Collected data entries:

* * * * *

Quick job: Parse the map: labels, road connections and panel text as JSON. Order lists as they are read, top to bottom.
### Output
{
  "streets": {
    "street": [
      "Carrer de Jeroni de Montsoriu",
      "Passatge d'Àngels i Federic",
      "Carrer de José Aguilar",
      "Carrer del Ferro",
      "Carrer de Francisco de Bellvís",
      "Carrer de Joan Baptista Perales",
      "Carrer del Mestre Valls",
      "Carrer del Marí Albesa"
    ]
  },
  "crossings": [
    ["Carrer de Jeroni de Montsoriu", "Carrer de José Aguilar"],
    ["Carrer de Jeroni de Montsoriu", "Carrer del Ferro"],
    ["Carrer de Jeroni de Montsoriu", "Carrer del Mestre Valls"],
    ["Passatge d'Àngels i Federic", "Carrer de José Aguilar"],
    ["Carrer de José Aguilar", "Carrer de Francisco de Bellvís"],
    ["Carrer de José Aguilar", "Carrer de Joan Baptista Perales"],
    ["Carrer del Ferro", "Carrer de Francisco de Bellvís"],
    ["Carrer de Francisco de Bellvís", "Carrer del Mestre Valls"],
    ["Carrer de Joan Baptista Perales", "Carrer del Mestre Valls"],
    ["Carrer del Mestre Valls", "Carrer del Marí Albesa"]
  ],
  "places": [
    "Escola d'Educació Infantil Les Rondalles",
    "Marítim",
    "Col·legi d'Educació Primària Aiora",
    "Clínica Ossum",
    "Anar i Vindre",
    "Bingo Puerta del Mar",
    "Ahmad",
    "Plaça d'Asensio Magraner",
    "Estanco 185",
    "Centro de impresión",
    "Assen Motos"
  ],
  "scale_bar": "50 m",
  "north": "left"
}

* * * * *

Aim of the exercise: Every line above that holds the word "Àngels" needs to be copied.

Exercise output:
      "Passatge d'Àngels i Federic",
    ["Passatge d'Àngels i Federic", "Carrer de José Aguilar"],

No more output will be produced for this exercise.